Make the Most of HCCs: Part 1

Make the Most of HCCs: Part 1

Part 1: Bolster documentation for commonly under-coded conditions.

Accuracy and specificity in diagnosis coding and medical documentation are critical in risk adjustment payment models. Over the next few months, we’ll look at several commonly under-coded conditions in the Medicare hierarchical condition category (HCC) model diagnosis code categories and discuss strategies for improving documentation.


HCC 111 in Medicare 2014* CMS HCC Model Category 

The category of chronic obstructive pulmonary disease (COPD) includes many different respiratory conditions. The word “chronic” provides very important information in this category. If the provider is defaulting to an unspecified asthma or bronchitis code, the patient will not be considered in this measure. The documentation should specify the condition (e.g., chronic obstructive asthma, emphysema, or chronic obstructive bronchitis): for example, “Chronic bronchitis with cough, patient advised to quit smoking.”

There are several pulmonary conditions associated with this HCC. In patients with pulmonary disease, it’s also important to document and code, when present, hypoxemia and or acute/chronic respiratory failure. If your patient is oxygen dependent, the doctor must document the reason for the oxygen. You cannot assume the relationship.

*HCC risk coding is retrospective. The 2014 model is the most recent one being used.


HCC 85 in Medicare 2014 CMS HCC Model Category 

Chronic heart failure (CHF) is one of multiple cardiovascular conditions associated with this HCC. Multiple codes specify heart failure by type and acuity. The HCC also includes cardiomyopathies and pulmonary hypertension, which should be specified by type. Remember: You cannot assign a diagnosis from findings on a chest X-ray, echocardiogram, electrocardiogram, etc. The provider must interpret and document his findings.

Many patients with these conditions are stable on medication. In this case, it’s very important for the provider to link the medication use to the disease it’s used to treat (e.g., “chronic diastolic CHF, stable on Lasix”).

Angina Pectoris

HCC 88 in Medicare 2014 CMS HCC Model Category

“Chest pain” and “angina” are not interchangeable for coding. Chest pain is not a risk adjusted diagnosis because chest pain can be caused by many non-cardiac conditions. The provider should specify the type of angina, when known. Angina that is controlled on medication should be documented and coded (e.g., “Angina stable on Isordil”).

Diabetes with Complications

HCC 18 in Medicare 2014 CMS HCC Model Category

Diabetes is one of the most frequently under-coded conditions in risk adjustment. Many providers default to diabetes without complications due to habit or because of how their electronic health record is set up. Correct coding requires the type and method of control to be documented. The provider needs to establish a direct correlation when a patient with diabetes has a complication or manifestation. Documenting statements such as “due to,” “caused by,” or “secondary to” are sufficient to make the link between the diabetes and the documented complication (e.g., “stage IV chronic kidney disease due to diabetes – GFR 20; considering dialysis”).

The Big Picture

These are just a few of the categories in the Medicare HCC model. There is great opportunity for outpatient coders to have a very positive affect in their practice, as well as in our industry. Focusing on a few, simple documentation improvement strategies at a time will help to illustrate patients’ true severity of illness. Correctly documenting and coding diagnoses will ensure better patient care, as patients are more easily identified for care management by Medicare and other health plans. This data ultimately serves to provide the industry with financial forecasting and planning, which drives the cost of care.

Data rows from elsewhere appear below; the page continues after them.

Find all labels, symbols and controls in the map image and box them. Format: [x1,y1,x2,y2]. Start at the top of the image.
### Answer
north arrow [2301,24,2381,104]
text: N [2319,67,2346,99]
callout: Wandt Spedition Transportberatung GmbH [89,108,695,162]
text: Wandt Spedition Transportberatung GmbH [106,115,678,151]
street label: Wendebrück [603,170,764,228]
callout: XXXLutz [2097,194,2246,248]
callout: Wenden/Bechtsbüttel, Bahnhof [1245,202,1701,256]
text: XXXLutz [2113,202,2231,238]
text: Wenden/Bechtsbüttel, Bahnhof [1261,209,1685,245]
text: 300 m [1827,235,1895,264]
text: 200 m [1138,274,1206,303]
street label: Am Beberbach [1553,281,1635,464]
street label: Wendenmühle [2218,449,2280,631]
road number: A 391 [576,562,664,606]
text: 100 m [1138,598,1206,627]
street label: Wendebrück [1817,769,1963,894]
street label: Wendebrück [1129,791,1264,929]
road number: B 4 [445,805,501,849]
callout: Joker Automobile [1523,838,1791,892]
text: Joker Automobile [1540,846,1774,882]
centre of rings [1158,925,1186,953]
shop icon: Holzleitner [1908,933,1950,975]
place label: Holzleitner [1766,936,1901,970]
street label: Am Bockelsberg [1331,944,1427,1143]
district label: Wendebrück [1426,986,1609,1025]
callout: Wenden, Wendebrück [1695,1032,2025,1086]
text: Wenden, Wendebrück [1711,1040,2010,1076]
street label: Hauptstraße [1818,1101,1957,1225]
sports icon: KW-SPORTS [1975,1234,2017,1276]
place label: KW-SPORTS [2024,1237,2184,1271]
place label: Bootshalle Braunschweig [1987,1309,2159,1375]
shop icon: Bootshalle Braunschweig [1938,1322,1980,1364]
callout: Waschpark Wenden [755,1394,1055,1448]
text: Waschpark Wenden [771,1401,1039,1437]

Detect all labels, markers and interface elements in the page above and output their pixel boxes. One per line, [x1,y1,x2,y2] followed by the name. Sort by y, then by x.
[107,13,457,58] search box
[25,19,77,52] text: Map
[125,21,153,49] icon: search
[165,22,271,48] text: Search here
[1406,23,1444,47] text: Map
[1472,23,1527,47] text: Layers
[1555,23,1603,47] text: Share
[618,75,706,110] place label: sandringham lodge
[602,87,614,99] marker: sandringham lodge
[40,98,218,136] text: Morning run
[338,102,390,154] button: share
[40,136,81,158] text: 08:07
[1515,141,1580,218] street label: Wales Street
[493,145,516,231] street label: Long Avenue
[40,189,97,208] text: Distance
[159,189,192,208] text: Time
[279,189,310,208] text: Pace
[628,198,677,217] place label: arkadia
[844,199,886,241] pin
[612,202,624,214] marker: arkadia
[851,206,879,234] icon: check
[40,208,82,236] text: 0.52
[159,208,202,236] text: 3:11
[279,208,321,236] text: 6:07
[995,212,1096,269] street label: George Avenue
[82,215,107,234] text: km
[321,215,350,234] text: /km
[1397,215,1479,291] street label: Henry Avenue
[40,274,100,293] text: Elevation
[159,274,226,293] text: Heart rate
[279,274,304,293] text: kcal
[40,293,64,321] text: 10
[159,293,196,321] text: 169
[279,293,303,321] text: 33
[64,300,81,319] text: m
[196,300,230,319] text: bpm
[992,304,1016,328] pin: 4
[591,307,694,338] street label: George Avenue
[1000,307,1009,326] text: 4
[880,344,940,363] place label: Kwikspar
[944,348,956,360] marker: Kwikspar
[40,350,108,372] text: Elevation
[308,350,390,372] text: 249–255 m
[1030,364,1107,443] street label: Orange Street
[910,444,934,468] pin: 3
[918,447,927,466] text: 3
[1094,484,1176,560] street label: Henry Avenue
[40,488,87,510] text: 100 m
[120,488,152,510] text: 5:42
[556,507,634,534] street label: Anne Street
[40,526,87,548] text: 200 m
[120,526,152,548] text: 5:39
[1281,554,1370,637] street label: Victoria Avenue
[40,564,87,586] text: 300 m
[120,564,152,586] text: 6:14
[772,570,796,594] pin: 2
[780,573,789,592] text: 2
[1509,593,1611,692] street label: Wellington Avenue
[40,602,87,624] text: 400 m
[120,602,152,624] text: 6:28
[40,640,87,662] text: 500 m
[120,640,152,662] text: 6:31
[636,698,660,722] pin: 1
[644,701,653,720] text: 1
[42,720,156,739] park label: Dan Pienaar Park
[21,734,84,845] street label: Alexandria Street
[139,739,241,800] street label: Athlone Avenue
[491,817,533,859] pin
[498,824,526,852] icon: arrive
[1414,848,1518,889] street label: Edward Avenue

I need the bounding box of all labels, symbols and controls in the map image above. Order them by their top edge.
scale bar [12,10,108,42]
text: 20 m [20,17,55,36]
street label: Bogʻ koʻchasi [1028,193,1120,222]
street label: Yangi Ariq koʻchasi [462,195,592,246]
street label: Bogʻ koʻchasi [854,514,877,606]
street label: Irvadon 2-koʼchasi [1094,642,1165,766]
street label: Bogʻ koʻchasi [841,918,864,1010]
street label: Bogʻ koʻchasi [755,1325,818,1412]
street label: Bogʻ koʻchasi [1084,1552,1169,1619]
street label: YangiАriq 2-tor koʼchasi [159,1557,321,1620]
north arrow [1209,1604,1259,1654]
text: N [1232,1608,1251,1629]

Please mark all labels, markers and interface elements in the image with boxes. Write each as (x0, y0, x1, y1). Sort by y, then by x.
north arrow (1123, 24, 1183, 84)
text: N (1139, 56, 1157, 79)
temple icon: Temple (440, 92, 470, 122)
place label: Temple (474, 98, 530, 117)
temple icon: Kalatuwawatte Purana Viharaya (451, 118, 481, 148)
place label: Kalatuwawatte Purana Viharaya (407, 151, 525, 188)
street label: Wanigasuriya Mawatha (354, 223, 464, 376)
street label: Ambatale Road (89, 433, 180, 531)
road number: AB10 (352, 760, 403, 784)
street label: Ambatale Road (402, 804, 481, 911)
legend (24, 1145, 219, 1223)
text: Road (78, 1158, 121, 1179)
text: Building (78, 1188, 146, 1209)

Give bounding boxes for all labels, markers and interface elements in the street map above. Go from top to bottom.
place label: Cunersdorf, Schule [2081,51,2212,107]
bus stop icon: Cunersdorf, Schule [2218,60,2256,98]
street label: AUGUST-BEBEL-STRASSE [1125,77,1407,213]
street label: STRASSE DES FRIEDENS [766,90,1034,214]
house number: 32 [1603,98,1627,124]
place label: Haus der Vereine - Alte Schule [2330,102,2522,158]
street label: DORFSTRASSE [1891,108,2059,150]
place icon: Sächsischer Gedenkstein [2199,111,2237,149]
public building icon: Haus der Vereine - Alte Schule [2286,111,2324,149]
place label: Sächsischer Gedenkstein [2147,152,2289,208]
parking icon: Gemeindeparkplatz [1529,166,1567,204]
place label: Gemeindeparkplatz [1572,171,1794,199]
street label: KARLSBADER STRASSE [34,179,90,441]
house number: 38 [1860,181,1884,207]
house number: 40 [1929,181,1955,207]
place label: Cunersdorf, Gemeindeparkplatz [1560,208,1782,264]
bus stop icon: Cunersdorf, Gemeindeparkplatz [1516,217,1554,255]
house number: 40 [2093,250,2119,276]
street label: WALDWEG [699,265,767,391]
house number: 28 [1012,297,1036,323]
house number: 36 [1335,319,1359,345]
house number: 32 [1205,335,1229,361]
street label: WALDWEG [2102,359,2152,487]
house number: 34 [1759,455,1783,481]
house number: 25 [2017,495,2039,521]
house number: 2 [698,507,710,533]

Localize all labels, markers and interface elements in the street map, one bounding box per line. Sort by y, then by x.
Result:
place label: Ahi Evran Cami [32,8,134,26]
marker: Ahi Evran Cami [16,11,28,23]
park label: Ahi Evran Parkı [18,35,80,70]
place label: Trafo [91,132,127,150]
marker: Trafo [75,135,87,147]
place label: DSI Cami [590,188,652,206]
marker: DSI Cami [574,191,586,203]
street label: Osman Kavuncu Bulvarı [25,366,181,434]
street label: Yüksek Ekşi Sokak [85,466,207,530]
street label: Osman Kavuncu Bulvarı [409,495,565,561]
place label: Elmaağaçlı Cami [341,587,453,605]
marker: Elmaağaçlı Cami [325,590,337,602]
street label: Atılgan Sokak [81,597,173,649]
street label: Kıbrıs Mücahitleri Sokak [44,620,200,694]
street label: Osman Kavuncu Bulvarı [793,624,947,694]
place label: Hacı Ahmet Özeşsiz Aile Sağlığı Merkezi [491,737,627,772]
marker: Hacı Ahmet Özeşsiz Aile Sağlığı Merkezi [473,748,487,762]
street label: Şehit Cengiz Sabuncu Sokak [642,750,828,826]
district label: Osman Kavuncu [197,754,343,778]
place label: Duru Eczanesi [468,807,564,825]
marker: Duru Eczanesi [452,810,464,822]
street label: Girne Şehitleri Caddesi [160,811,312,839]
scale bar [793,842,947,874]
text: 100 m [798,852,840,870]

Risk-adjusted Payment: What’s at Stake?

As healthcare moves from fee-for-service to focusing on risk adjustment, you must pay close attention to providers’ documentation. In a risk-adjusted payment model, the more severe or complex a diagnosis, the higher the risk value assigned to it. A risk adjustment value is assigned to each diagnosis code that falls into the payment model. Codes are then grouped into a hierarchical condition category (HCC).

Hospital and physician claims are the main sources of data that drive the risk adjustment model. Providers in the outpatient setting have been paid on a fee-for-service model for so long, many neglect their diagnosis code documentation and reporting. If medical documentation lacks the accuracy and specificity needed to assign the most appropriate diagnosis code, providers face the possibility of reduced payment in a performance-based payment model.

Colleen Gianatasio, CPC, CPC-P, CPMA, CPC-I, is a risk coding and education specialist for Capital District Physician’s Health Plan. She enjoys teaching PMCC, auditing, and ICD-10 classes. Gianatasio is president of the Albany, N.Y., local chapter and a member of the National Advisory Board.